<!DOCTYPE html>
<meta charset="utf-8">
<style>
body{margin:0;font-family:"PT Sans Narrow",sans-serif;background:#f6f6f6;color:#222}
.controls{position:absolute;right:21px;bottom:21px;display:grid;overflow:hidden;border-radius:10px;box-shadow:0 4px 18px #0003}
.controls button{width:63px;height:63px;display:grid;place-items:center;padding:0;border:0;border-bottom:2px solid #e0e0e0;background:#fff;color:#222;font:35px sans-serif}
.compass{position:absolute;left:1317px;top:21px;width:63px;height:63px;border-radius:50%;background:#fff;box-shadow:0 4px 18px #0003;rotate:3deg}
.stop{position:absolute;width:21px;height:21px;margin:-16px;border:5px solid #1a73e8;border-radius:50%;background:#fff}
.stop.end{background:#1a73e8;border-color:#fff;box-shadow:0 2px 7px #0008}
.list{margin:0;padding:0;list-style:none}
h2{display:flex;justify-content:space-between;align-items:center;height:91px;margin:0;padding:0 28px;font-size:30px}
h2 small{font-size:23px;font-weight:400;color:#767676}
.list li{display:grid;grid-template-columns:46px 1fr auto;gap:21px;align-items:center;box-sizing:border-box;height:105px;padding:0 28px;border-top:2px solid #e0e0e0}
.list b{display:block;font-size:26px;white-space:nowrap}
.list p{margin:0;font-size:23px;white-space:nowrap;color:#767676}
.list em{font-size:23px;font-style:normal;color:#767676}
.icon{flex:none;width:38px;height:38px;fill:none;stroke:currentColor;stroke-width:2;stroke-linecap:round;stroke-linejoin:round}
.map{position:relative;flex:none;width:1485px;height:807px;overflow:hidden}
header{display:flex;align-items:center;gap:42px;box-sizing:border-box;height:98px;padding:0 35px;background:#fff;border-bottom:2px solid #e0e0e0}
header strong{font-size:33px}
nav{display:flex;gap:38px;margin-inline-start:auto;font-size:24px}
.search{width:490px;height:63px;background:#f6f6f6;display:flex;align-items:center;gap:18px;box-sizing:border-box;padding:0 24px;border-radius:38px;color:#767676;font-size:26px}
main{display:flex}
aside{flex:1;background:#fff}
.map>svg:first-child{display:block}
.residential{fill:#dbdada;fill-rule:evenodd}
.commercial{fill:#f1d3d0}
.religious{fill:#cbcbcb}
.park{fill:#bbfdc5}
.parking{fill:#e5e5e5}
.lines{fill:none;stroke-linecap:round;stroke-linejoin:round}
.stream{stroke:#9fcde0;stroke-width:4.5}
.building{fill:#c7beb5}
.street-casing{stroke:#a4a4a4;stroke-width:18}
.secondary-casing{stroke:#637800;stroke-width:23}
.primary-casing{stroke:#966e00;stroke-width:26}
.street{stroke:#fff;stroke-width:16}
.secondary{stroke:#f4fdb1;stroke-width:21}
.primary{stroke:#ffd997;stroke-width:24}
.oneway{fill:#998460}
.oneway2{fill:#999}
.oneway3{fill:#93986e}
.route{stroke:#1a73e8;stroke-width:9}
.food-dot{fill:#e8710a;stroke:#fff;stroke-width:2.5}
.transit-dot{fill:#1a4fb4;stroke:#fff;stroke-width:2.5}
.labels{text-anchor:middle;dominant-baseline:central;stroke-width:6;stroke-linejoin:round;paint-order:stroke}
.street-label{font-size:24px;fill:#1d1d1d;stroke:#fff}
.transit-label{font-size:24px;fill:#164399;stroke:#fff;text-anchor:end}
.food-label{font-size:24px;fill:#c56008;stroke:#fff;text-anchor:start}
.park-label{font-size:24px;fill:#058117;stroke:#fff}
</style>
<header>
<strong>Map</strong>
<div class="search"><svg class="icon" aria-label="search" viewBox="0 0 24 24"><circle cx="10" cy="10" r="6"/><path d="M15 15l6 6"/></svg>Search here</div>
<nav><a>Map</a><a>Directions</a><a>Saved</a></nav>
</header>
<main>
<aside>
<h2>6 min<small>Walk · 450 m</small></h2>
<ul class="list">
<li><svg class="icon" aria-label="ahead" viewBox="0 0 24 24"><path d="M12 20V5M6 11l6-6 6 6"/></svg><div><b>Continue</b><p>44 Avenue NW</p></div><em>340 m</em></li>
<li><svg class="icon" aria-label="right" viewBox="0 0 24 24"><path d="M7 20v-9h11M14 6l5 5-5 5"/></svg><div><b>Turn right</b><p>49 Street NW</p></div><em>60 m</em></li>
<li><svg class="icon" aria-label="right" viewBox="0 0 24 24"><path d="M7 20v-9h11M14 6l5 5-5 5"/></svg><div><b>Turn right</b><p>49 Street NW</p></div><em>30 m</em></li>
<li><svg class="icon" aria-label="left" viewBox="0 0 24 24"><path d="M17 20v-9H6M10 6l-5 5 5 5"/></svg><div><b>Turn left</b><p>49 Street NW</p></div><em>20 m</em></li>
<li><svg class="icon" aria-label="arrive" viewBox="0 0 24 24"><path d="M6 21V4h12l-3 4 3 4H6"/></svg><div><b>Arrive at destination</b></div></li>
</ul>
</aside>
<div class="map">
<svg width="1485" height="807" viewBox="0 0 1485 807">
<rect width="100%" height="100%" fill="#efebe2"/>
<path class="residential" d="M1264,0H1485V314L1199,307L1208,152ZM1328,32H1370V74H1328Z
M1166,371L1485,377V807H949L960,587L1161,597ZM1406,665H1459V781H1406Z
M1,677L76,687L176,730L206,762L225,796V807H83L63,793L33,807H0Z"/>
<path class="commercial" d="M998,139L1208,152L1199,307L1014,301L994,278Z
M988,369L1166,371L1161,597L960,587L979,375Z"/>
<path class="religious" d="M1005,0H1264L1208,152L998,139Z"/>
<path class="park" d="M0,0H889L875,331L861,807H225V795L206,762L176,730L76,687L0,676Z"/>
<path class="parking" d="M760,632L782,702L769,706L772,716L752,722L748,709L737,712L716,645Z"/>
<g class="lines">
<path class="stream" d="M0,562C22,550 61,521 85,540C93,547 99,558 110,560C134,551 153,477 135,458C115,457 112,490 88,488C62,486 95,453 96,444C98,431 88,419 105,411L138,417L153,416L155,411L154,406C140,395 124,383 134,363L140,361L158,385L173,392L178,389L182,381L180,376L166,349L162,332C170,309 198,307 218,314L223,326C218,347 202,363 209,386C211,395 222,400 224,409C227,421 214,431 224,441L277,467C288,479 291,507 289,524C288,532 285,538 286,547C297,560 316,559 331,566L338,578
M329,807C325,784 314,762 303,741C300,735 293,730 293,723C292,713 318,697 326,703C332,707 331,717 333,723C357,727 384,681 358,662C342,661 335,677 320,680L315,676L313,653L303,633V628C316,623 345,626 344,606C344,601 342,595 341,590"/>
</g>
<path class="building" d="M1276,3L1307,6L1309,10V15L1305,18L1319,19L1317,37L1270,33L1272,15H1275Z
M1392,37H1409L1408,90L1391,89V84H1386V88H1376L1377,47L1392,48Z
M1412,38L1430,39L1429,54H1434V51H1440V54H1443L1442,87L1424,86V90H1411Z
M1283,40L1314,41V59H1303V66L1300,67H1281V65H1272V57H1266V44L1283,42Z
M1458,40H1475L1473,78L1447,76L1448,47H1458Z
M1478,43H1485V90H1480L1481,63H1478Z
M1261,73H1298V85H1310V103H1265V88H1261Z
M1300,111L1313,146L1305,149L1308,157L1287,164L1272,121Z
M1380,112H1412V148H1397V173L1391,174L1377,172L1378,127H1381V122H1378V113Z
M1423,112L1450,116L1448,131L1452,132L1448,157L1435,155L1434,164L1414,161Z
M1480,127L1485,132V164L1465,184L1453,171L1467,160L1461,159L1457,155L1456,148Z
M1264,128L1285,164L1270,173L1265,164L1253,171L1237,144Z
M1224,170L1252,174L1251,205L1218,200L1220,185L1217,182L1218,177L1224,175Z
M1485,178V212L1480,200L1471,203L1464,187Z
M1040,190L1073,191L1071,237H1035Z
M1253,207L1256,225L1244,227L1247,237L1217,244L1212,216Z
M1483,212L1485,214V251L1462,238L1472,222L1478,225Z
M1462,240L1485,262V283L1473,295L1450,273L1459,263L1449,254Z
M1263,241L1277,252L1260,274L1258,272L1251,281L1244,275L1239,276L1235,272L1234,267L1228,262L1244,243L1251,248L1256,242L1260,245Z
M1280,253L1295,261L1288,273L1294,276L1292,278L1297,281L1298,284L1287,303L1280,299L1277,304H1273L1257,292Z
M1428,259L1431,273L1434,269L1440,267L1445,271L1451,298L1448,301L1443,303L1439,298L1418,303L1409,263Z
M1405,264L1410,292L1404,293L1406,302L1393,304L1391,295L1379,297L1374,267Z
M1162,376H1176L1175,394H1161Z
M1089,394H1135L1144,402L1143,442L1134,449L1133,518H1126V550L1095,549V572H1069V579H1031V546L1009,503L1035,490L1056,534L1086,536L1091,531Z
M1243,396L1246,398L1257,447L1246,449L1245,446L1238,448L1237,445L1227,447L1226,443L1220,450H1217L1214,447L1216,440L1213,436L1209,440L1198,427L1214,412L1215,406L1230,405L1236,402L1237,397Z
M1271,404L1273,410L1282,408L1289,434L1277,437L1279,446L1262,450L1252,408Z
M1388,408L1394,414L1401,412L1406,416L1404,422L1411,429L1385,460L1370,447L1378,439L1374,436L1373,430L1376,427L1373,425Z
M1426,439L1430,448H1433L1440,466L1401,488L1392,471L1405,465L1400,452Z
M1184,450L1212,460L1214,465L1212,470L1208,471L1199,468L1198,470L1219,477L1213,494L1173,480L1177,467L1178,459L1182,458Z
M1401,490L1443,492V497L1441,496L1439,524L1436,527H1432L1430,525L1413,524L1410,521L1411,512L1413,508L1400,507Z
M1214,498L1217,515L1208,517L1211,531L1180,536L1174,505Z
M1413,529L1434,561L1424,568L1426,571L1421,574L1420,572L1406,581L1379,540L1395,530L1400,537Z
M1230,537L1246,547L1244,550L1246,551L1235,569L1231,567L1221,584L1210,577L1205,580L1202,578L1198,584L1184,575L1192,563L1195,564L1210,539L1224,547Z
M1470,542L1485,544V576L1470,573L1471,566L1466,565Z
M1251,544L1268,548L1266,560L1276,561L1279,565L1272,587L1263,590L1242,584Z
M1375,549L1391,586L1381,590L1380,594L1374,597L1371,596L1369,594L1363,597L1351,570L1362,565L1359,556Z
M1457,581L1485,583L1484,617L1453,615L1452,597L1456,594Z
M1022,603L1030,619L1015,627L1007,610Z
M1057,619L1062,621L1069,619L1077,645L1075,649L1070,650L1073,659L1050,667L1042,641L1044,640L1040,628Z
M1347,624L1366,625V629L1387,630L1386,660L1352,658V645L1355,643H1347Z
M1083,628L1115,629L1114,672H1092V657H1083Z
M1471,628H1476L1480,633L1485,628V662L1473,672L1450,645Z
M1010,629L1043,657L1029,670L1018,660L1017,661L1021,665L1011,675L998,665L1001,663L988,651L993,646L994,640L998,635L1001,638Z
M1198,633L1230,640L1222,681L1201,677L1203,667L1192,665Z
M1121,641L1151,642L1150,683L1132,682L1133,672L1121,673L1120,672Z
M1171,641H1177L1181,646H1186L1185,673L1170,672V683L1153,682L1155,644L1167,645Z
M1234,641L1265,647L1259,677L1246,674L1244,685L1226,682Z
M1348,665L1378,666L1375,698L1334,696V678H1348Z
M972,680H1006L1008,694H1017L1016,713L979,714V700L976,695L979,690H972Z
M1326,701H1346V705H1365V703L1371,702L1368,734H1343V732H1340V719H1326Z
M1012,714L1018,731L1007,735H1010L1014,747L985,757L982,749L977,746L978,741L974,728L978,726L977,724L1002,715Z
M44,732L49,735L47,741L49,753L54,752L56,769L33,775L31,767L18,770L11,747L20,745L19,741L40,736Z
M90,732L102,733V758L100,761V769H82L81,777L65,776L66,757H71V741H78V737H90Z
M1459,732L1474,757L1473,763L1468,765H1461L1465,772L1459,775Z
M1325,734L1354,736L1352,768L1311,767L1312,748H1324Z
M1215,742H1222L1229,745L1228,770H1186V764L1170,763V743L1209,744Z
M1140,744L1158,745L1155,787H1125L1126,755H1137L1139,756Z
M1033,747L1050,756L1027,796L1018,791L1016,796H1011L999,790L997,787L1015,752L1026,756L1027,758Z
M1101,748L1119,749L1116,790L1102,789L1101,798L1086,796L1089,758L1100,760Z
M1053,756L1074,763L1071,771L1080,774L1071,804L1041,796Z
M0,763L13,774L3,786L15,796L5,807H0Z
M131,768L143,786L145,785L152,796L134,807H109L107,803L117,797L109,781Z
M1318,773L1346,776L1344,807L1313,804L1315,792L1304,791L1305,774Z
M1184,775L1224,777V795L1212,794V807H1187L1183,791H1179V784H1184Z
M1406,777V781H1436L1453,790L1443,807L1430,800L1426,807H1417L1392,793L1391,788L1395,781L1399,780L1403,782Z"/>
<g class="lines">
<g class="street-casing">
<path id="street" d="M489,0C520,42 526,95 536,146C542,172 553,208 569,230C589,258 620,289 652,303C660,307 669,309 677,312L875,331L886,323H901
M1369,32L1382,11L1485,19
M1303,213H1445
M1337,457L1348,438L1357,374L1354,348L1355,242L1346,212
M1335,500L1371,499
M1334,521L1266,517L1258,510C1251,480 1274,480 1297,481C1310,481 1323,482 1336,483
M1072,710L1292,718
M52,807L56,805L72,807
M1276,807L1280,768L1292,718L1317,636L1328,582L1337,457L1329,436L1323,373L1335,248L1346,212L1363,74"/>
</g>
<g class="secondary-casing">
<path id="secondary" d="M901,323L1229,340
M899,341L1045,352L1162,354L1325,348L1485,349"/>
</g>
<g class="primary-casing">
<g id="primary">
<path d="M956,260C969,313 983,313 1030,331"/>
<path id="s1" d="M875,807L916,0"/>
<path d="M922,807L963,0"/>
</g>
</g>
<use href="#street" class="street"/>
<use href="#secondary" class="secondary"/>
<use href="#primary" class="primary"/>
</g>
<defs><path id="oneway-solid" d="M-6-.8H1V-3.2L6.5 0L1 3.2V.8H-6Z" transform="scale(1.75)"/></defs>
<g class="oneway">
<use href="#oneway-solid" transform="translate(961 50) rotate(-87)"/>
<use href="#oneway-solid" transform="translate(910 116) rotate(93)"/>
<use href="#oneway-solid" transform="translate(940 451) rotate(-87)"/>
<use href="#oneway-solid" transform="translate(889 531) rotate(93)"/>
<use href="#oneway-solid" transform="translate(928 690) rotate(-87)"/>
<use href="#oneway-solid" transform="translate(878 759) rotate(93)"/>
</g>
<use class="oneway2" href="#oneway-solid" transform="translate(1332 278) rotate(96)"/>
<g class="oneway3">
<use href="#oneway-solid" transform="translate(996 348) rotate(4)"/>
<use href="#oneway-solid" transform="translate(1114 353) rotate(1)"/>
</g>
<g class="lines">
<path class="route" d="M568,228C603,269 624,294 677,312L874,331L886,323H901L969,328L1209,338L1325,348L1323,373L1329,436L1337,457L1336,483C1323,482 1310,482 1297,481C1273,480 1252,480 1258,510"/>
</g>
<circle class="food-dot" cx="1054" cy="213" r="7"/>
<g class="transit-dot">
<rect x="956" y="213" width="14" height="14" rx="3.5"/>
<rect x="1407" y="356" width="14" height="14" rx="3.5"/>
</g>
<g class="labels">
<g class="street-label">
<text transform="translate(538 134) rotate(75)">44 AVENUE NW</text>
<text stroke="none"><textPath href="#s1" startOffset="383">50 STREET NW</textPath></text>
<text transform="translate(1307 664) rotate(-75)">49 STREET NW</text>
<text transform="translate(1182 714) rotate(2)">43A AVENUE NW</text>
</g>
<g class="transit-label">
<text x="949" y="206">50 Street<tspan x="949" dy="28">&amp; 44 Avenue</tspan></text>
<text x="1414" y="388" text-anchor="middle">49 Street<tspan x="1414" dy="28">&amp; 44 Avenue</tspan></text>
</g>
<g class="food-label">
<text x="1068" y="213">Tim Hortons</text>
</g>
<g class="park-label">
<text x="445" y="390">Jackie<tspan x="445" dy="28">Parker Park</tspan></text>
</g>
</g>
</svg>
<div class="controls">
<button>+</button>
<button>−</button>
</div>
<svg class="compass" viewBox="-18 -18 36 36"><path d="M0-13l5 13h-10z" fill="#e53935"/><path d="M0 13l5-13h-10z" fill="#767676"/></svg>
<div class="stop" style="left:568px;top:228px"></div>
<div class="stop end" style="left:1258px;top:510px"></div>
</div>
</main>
-------------------------
• **How to complete this task**
Pull every line containing "nowrap" from the entries above and copy it.

• **Answer box**
.list b{display:block;font-size:26px;white-space:nowrap}
.list p{margin:0;font-size:23px;white-space:nowrap;color:#767676}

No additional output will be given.